As indicated above, the Committee of Ministers of the Council of Europe recognised in 1996 the importance of links between corruption and political financing. It adopted in 1837 the Recommendation on Common Rules against Corruption in the Funding of Political Parties and Electoral Campaigns (Rec(2003)4). This text is quite unique at international levels as it aims i.a. at increasing transparency in the funding of political parties and election campaigns (these two areas are difficult to dissociate since parties are also involved in campaigning and in many countries, parties do not have the monopoly over the presentation of candidates for elections), ensuring a certain level of control over the funding and spending connected with political activities, and making sure infringements are subject to effective, proportionate, and dissuasive sanctions.

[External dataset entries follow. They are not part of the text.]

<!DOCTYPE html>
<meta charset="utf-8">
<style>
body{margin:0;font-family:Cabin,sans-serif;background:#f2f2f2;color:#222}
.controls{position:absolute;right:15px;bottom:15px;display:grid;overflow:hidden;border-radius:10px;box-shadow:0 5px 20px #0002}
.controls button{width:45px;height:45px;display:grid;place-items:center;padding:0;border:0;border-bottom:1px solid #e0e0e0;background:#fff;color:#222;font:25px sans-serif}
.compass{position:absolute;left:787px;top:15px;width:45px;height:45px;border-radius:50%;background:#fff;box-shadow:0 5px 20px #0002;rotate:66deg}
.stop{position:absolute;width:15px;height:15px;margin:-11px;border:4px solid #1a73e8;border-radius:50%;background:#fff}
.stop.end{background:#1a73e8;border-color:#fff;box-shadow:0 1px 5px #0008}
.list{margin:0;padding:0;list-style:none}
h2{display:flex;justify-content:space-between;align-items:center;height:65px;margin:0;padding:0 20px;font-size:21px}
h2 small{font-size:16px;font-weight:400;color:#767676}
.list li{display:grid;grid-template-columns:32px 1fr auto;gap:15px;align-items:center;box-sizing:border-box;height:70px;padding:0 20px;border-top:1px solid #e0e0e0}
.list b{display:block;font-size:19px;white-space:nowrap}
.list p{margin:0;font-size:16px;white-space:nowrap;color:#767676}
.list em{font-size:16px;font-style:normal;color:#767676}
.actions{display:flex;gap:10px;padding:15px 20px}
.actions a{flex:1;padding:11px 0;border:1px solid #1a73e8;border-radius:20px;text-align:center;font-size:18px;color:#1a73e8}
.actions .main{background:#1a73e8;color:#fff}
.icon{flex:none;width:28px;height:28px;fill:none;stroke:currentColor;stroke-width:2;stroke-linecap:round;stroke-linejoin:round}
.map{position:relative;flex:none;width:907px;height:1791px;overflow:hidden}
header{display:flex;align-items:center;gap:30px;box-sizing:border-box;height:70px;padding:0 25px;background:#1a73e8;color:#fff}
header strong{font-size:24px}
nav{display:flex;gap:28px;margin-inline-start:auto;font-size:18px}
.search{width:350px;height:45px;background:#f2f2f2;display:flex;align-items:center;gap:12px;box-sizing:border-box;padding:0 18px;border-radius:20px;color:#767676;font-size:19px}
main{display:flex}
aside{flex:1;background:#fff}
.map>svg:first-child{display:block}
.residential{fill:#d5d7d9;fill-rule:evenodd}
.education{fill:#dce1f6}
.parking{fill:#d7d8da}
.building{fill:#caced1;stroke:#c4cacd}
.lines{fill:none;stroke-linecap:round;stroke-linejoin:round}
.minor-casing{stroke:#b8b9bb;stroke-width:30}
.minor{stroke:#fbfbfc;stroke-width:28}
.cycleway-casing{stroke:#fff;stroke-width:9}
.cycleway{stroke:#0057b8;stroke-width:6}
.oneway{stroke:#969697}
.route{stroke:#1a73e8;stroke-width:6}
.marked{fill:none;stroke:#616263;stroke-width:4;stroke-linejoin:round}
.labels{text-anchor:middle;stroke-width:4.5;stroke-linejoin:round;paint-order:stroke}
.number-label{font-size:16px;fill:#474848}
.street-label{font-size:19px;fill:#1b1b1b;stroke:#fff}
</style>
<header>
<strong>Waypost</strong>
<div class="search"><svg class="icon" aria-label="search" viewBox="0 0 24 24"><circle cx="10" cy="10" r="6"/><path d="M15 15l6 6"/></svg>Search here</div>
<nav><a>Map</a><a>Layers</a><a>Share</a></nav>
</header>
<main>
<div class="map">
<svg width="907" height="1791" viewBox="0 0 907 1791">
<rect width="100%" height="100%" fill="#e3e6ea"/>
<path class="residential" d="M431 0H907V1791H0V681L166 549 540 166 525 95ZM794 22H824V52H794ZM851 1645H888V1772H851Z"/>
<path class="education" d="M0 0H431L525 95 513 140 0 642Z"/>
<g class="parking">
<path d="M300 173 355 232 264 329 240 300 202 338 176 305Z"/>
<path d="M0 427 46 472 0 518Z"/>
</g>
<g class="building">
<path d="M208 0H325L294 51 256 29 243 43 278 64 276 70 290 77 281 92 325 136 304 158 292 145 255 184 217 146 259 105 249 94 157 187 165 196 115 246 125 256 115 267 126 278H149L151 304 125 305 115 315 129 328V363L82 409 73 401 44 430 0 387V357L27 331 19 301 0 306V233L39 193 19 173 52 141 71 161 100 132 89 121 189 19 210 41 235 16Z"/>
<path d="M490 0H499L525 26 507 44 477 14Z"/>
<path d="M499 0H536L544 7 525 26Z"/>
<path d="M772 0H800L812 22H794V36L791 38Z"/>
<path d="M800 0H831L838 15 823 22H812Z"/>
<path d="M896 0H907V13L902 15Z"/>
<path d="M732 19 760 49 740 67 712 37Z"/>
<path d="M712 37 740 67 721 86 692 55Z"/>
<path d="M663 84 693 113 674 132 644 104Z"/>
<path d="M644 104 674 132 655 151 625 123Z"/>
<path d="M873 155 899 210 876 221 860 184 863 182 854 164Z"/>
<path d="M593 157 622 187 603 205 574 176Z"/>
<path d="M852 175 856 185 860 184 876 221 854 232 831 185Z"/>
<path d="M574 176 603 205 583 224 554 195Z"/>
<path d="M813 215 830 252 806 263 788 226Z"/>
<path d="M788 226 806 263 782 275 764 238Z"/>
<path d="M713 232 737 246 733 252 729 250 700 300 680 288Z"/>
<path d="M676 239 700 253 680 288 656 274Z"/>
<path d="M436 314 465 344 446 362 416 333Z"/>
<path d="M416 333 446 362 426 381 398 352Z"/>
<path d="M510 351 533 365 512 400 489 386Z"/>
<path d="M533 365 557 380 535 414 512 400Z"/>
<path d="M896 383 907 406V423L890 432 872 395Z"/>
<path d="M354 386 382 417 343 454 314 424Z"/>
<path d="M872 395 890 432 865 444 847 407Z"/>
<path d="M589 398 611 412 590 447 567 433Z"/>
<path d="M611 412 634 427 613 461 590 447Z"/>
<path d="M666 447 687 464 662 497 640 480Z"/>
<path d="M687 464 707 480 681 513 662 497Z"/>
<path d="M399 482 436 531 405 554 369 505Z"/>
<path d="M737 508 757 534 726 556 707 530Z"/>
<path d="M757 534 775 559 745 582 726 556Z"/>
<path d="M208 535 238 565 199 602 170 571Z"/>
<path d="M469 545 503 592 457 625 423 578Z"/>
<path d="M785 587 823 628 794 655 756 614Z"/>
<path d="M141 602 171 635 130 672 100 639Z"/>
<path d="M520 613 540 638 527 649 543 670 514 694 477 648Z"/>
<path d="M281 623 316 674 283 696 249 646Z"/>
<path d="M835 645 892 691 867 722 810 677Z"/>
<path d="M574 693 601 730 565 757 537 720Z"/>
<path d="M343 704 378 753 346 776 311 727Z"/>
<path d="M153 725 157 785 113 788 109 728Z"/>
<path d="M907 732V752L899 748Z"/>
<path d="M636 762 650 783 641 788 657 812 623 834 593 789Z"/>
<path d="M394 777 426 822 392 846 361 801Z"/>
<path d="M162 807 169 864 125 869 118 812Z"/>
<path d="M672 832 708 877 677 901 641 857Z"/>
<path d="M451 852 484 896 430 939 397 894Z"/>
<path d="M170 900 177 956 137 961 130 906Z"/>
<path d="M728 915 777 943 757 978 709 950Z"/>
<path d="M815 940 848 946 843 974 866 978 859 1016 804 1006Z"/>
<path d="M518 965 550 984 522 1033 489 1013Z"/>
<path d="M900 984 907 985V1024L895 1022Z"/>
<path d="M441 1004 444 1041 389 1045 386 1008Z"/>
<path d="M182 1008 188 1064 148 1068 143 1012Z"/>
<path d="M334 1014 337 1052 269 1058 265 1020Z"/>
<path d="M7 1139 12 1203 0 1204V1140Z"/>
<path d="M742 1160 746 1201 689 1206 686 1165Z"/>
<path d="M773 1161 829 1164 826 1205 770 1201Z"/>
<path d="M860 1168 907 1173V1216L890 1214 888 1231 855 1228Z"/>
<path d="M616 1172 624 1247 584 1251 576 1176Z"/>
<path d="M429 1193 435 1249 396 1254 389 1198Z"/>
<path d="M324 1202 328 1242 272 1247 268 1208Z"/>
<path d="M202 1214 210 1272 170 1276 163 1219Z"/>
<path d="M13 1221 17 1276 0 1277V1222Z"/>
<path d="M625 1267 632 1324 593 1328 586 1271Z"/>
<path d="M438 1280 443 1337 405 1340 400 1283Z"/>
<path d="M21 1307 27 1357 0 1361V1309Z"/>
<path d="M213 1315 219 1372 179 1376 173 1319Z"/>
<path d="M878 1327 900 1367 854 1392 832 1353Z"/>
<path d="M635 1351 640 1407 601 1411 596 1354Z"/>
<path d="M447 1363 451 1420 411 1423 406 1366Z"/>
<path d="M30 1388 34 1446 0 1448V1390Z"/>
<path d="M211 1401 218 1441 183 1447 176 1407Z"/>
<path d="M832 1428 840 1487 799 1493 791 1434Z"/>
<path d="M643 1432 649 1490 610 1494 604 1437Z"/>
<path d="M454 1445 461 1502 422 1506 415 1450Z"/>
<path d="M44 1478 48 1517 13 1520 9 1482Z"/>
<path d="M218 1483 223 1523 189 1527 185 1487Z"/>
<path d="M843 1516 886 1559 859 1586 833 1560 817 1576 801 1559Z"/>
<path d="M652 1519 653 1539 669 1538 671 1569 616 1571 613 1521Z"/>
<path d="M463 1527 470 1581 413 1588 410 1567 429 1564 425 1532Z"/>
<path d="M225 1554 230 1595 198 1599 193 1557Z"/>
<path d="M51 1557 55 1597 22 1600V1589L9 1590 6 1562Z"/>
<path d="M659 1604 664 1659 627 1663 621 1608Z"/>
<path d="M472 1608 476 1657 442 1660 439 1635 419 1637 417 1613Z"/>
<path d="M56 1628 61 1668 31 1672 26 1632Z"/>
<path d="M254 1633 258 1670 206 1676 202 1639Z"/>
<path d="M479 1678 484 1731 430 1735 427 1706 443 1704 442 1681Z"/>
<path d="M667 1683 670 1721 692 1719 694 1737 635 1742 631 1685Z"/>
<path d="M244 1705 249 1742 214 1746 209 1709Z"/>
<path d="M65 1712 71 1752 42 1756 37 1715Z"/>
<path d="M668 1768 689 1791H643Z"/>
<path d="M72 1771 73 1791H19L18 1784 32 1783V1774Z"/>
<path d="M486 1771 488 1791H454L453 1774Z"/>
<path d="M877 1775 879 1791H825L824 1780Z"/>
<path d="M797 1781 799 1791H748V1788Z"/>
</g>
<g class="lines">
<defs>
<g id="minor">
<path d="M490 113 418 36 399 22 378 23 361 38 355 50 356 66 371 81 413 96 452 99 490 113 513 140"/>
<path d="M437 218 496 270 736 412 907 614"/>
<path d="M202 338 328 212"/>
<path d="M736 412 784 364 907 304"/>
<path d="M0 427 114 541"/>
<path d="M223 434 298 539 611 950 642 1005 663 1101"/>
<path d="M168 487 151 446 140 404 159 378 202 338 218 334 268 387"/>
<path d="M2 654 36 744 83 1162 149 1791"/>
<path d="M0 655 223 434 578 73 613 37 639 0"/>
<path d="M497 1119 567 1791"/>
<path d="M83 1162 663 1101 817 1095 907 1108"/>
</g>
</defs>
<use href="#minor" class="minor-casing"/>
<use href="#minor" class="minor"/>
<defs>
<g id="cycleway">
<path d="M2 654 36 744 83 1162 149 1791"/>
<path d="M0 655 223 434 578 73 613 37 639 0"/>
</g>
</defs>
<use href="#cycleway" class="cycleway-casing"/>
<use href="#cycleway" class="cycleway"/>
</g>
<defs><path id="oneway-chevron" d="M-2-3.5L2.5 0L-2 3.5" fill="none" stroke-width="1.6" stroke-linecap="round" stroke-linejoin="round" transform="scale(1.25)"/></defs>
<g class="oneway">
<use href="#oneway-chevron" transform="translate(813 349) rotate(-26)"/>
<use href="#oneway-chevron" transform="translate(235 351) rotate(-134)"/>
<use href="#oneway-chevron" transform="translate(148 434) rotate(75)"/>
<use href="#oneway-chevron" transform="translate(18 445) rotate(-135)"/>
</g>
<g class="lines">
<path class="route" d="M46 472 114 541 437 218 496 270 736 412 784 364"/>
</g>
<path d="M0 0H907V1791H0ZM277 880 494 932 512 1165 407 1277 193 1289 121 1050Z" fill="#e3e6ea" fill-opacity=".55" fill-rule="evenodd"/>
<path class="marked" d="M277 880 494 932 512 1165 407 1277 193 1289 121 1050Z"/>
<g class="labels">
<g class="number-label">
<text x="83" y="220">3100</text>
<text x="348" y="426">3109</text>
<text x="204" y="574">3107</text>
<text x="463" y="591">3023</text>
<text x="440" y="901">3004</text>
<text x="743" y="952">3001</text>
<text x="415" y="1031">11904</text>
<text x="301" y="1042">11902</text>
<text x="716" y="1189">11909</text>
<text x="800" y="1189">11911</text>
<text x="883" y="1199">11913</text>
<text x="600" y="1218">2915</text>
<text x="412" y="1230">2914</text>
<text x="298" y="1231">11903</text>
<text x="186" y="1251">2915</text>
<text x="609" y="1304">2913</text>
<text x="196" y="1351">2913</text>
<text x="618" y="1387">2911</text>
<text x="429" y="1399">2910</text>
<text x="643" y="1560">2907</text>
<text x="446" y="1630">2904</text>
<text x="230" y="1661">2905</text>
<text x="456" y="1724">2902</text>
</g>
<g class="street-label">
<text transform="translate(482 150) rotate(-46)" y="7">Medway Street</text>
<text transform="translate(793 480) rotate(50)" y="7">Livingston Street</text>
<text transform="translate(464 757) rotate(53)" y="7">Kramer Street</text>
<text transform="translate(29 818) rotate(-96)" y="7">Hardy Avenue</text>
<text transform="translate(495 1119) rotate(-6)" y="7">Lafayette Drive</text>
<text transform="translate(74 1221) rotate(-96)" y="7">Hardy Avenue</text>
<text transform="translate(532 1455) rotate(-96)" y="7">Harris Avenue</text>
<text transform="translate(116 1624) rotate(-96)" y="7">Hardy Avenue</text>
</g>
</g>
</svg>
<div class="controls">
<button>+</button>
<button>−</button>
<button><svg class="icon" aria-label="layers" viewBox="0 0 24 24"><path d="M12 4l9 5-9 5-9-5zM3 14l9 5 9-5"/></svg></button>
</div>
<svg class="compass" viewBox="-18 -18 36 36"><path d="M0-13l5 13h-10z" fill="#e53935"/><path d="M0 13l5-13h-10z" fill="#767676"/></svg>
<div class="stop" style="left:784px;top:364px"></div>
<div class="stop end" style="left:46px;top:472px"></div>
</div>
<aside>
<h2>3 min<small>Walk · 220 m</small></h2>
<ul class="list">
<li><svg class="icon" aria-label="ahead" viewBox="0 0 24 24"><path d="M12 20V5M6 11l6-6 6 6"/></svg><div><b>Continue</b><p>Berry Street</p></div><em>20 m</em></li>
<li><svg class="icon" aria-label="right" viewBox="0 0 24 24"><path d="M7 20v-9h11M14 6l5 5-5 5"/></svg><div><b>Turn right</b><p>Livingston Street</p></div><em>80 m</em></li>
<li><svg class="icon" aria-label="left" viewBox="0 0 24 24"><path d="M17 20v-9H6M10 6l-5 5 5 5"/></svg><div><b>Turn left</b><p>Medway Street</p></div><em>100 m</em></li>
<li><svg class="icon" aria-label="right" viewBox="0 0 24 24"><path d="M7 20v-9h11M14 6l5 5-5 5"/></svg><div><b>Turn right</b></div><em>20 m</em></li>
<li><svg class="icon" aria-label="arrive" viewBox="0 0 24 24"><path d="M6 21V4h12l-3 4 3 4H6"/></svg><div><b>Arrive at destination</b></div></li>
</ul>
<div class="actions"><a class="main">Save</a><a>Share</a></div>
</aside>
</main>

In the context of its monitoring activities, the Group of States Against Corruption has identified a great variety of possible improvements in those areas (see the country reports adopted under the Third Evaluation Round).
Note the important part about publicly funded campaigns:
Even legal measures such as these have been argued to be legalized corruption, in that they often favor the political status quo. Minor parties and independents often argue that efforts to rein in the influence of contributions do little more than protect the major parties with guaranteed public funding while constraining the possibility of private funding by outsiders. In these instances, officials are legally taking money from the public coffers for their election campaigns to guarantee that they will continue to hold their influential and often well-paid positions.